Joint MRI follows similar logic. Proton density fat-saturated sequences are the best single sequence for meniscal tears and cartilage defects because they combine the high signal-to-noise of PD with the fluid sensitivity that surfaces edema. Add an axial T2 fat-sat for marrow assessment and a T1 for anatomic orientation, and you have a standard knee protocol that catches most pathology. The same template, with sequence adjustments, applies to the hip, shoulder, and elbow.
It is also worth saying out loud that not every signal abnormality is pathology. Magic angle artifact in tendons, chemical shift artifact at fat-water interfaces, truncation artifact in the spinal cord, and motion blur in restless patients all mimic disease. Recognizing artifact saves you from over-calling findings, and the only way to recognize it is to know what normal looks like on every sequence first.
Final practical tip: build a personal atlas of normals. Save a clean brain MRI study, a clean cervical spine, a healthy hip MRI, and healthy knee MRI images on your phone. When a case looks odd, pull up the normal and compare. The eye learns pathology faster when it has a high-contrast reference for what normal really looks like at every level โ from the basal ganglia in MRI down to the cauda equina, and from the iliotibial band MRI stripe to the brachial plexus on MRI cords. Memorizing words is fine; comparing images is faster.
Combine that visual habit with the structured checklist above, and registry-level questions about mri anatomy stop feeling like trivia and start feeling like recognition. The patterns repeat across body regions because the underlying physics is the same โ water is white on T2, fat is white on T1, and symmetry is your best friend.
Two other study habits help. First, learn the named landmarks before the named pathologies. If you can locate the genu and splenium of the corpus callosum, the posterior limb of the internal capsule, the conus medullaris, the popliteus tendon, and the anterosuperior labrum, half the test is already won because every classic finding lives on top of one of those landmarks.
Second, practice describing what you see in plain language before reaching for a diagnosis. Saying out loud, low T2 signal in the central nucleus pulposus at L4-L5, mild disc height loss, no posterior protrusion, no foraminal narrowing forces you to confirm anatomy and signal before you decide what is wrong. Speed comes later. Accuracy is built on this kind of slow, explicit, repeatable read.

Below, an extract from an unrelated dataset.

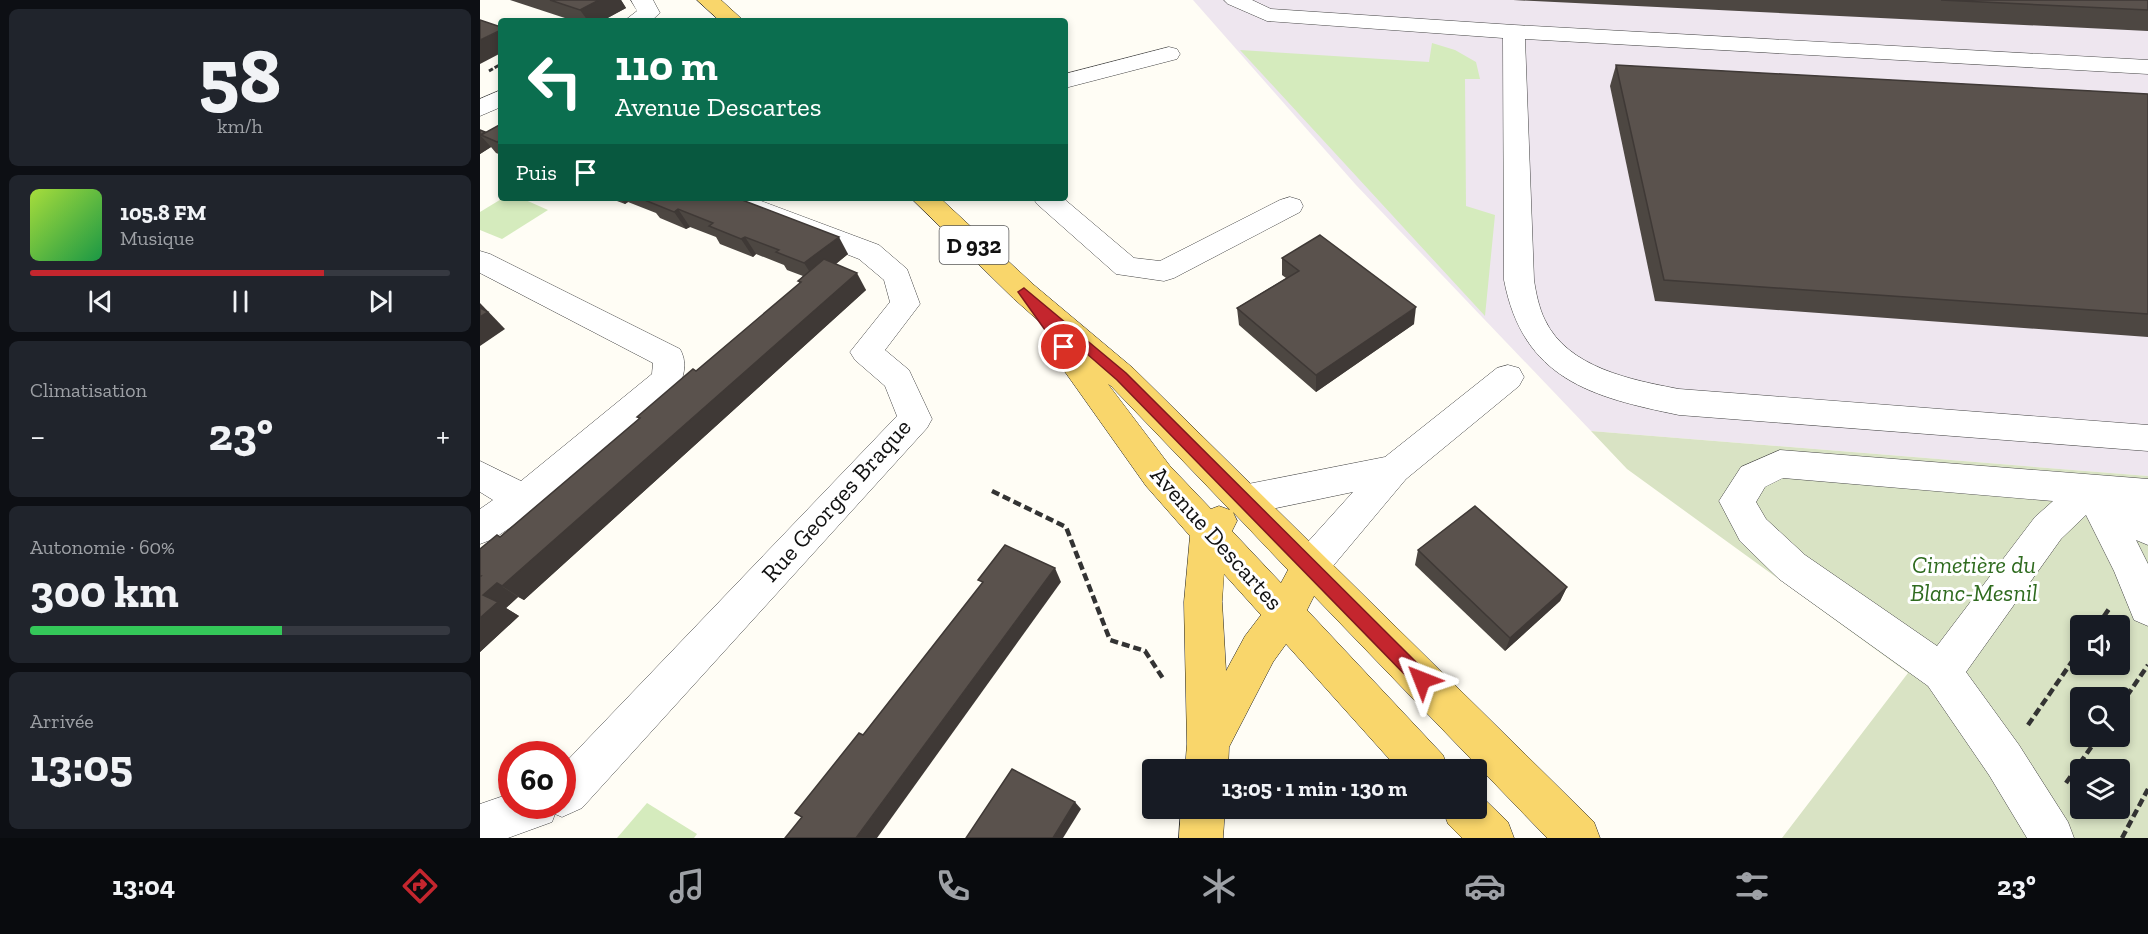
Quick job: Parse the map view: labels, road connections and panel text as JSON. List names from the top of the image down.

Tie the reading routine together with a clinical history check at the end. The wrong protocol or the wrong sequence often shows up because the clinical question was unclear. A patient sent for headache gets a different protocol than a patient sent for hearing loss; a patient with knee instability after a pivot injury needs different sequences than a patient with chronic patellofemoral pain. Always read the order, then read the images, then write the report. Anatomy first, sequence second, pathology third โ and your accuracy across brain, spine, and joint MRI climbs together.

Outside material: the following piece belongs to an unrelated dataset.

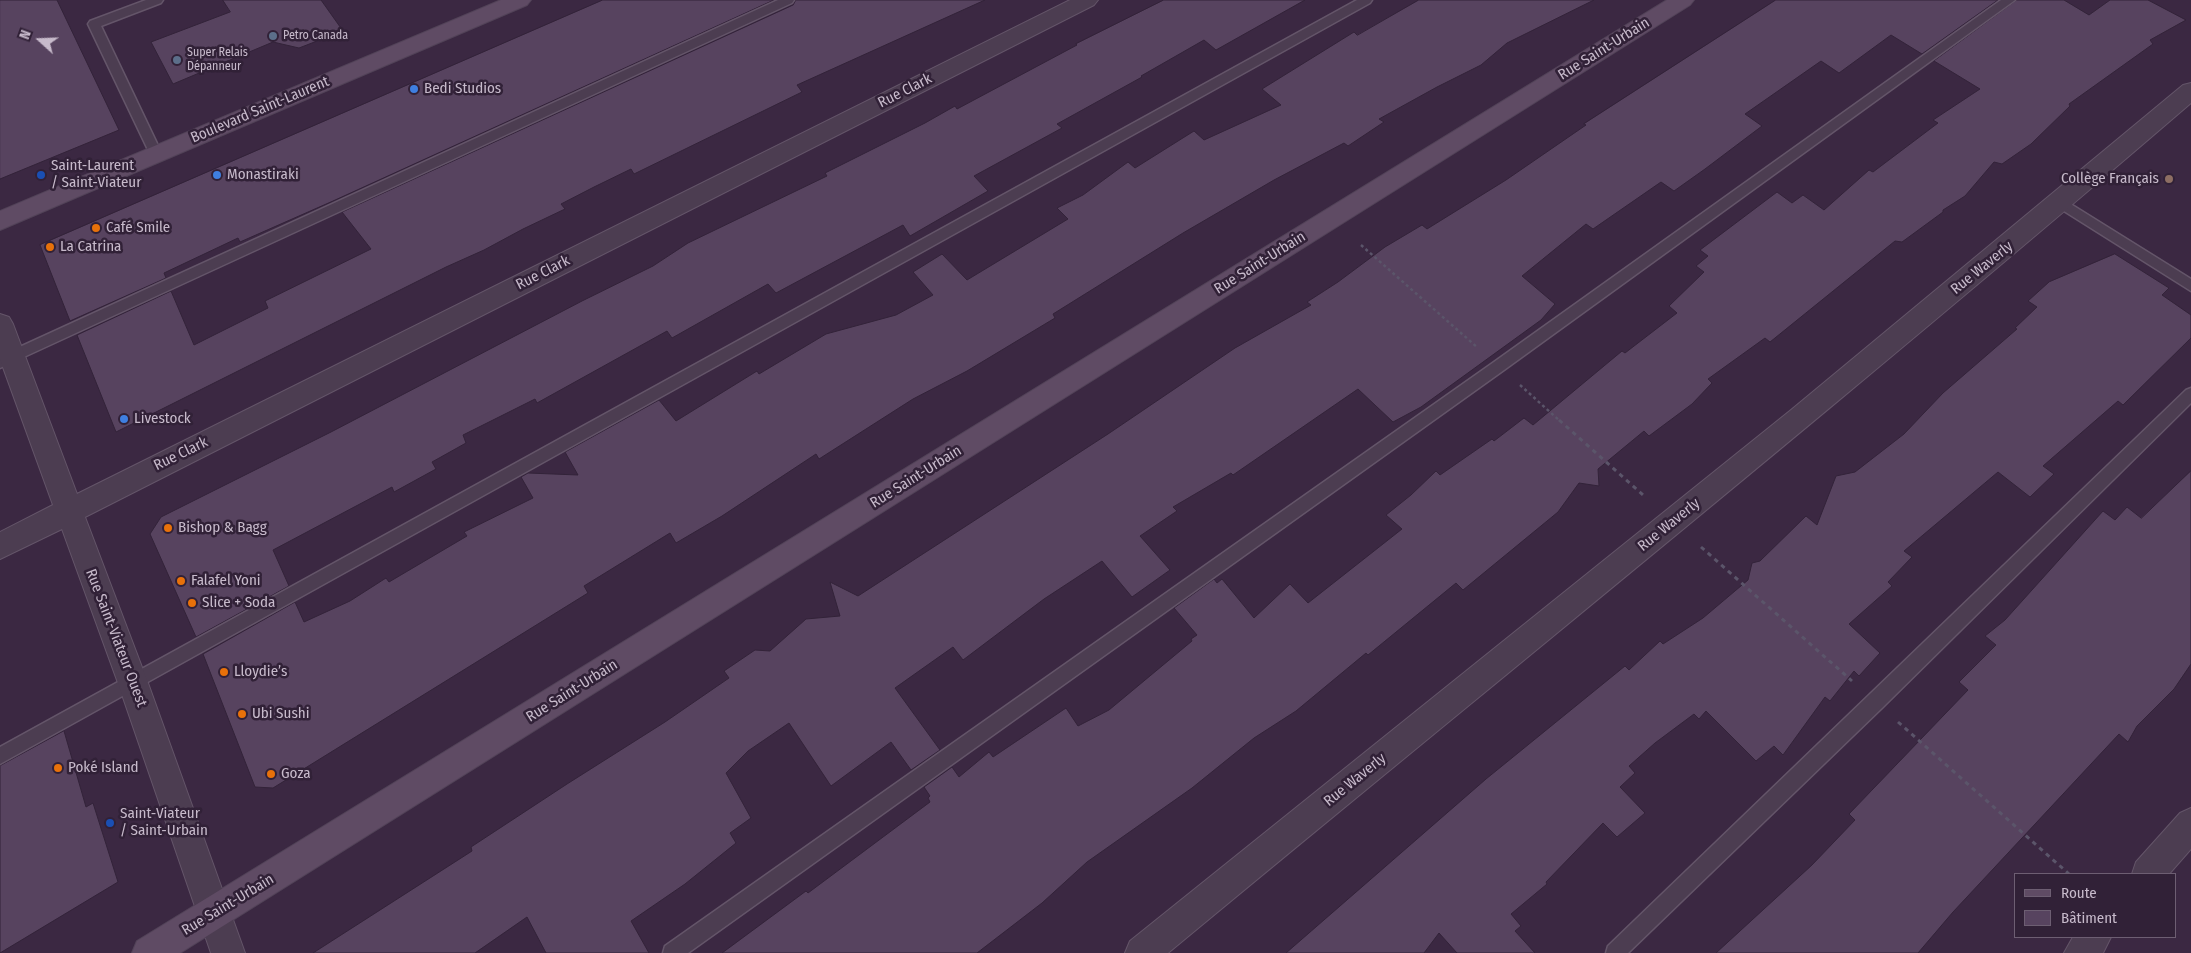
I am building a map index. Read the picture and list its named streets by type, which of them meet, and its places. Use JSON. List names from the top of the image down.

Finally, do not let registry-style trivia distract from the bigger picture. Knowing which exact percent of the basal ganglia in mri studies shows asymmetric pallidal iron with age is less useful than knowing what bilateral pallidal T2 hyperintensity looks like when it matters clinically. Knowing the technical specs of every sequence is less useful than knowing why your protocol stacks T1, T2, FLAIR, and DWI in that order. Aim for understanding, not memorization, and the registry questions become almost incidental.